The coagulation cascade has been found to be activated during viral infections. Studies have shown that the activation may be part of the host defense system to limit spread of the pathogen. However, excessive activation of the coagulation cascade can be deleterious. In fact, inhibition of the tissue factor/factor VIIa complex reduced mortality in a monkey model of Ebola hemorrhagic fever. Other studies have shown that incorporation of tissue factor into the envelope of herpes simplex virus increases infection of endothelial cells and mice. Furthermore, binding of factor X to adenovirus serotype 5 increases the infection of hepatocytes and activation of the innate immune response to the virus. Hence Coagulation x inhibitors would be helpful in reducing the innate immune response. In cellular studies it has been observed that coagulation proteases activate protease-activated receptors (PARs) and subtypes PAR1 and PAR2 modulate the immune response to viral infection. For instance, PAR1 positively regulates TLR3-dependent expression of the antiviral protein interferon β, whereas PAR2 negatively regulates expression. These studies indicate that the coagulation cascade plays multiple roles during viral infections.

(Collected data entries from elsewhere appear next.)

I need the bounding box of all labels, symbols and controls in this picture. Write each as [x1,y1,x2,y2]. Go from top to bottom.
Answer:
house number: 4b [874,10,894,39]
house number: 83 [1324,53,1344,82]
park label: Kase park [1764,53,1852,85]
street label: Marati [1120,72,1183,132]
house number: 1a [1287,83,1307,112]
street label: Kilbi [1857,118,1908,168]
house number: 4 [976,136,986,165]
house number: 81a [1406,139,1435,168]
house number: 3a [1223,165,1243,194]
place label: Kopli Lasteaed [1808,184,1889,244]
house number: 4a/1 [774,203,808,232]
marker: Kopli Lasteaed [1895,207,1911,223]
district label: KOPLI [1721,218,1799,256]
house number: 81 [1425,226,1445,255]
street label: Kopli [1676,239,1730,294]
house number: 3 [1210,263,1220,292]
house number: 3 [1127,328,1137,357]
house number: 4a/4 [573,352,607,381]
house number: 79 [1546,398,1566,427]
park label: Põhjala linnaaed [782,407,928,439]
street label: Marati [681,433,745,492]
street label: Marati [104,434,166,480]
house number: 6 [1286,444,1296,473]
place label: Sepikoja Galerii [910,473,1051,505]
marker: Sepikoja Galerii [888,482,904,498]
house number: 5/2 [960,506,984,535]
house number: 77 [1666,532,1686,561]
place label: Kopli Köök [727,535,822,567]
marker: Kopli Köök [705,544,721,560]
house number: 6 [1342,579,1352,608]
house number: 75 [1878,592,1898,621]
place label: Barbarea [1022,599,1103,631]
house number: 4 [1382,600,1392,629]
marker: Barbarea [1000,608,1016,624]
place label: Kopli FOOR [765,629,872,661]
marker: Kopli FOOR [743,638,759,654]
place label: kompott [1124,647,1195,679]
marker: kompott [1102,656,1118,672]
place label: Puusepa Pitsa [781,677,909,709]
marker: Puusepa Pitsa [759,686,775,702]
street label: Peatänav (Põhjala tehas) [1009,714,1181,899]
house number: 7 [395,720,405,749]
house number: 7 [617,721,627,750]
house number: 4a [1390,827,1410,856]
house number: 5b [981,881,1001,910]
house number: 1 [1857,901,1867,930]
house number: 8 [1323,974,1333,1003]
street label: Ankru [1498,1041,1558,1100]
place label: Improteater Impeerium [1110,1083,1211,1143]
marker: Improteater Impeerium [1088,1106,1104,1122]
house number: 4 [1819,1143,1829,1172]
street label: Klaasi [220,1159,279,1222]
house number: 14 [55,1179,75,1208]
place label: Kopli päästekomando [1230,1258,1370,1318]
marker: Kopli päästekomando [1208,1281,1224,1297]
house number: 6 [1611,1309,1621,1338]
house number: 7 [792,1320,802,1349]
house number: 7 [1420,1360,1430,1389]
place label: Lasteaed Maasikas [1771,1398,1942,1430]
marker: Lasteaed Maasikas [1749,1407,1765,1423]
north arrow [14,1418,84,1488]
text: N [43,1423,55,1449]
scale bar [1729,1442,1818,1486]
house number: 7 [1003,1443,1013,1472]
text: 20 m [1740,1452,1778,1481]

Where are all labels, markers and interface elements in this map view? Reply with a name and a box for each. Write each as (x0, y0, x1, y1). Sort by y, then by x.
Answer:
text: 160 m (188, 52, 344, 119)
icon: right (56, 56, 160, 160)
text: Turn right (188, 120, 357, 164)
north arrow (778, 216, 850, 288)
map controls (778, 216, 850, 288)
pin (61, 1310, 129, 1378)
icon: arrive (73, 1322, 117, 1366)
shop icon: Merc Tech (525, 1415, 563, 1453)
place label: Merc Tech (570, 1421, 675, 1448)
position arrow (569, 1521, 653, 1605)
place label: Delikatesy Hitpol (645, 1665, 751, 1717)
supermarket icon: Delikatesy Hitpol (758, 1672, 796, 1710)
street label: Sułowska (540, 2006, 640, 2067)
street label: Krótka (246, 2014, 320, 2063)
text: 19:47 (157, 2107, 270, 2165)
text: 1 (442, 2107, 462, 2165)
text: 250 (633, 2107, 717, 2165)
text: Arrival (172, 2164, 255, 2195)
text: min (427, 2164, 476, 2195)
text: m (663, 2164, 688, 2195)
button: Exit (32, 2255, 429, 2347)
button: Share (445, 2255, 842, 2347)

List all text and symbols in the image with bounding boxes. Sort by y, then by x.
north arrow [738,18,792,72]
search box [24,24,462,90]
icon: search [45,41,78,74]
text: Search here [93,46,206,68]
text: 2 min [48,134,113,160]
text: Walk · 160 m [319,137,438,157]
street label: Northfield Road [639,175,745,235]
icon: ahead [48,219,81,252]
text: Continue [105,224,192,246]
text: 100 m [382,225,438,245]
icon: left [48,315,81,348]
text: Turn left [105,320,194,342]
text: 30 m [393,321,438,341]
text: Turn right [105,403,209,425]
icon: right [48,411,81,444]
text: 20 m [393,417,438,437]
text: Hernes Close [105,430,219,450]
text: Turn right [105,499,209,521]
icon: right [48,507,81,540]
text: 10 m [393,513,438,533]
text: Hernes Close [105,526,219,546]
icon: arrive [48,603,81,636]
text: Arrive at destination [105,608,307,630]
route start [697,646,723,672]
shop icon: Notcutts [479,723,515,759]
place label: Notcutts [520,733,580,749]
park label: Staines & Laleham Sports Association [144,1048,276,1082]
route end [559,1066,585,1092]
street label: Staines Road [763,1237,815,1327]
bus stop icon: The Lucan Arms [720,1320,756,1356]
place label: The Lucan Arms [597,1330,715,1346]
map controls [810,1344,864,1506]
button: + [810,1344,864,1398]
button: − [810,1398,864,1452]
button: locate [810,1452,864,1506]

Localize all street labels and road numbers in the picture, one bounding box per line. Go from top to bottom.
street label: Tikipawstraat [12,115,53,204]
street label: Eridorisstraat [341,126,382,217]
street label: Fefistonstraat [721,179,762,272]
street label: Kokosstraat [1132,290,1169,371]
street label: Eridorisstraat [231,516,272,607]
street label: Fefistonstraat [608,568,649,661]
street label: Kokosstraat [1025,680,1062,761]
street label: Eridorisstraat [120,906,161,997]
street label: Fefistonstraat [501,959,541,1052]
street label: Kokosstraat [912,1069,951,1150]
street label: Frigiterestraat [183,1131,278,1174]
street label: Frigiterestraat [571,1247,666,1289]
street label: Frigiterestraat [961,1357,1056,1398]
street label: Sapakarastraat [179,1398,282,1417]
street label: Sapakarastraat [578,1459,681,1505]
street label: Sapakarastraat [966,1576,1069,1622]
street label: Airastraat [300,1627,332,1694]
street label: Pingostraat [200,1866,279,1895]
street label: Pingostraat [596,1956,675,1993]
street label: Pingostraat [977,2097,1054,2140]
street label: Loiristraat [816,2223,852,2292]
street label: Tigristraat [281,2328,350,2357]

INFLAMMATORY MARKERS IN SEVERE COVID 19 INFECTION
Lactate dehydrogenase (LDH) is an inflammatory marker which has been detected in nasopharyngeal secretions during viral upper respiratory infections (URI) and in the middle ear effusions of patients with otitis media (5,6,7,8); Some studies have demonstrated it to be a biomarker of severity of inflammatory cellular injury during viral URI. The nasopharyngeal cellular injury can arise from a multitude of factors during viral URI; these include direct virus-induced cytopathic injury of the infected cells and participation of leukocytes such as neutrophils, macrophages, and lymphocytes in both antibody-dependent and antibody-independent cytotoxicity (10). A variety of chemokines and cytokines, specifically the acute-phase cytokines such as IL-1β and TNF-α, and other soluble mediators can act on the local endothelial and epithelial tissues to enhance the migration of the leukocytes toward infected epithelial cells, which in turn, participate in the cytotoxic injury of infected cells as well as nearby bystander cells (40).
Some studies have shown Azithromycin to be highly effective in reducing muscle enzyme Creatine Kinase, Lactate Dehydrogenase, Interleukins (IL-4, IL-6, IL 10 ), levels of C reactive protein(CRP) and increase levels of CD3+, CD4+ and CD8+ after treatment.(Zhang Jing and Yang Hui)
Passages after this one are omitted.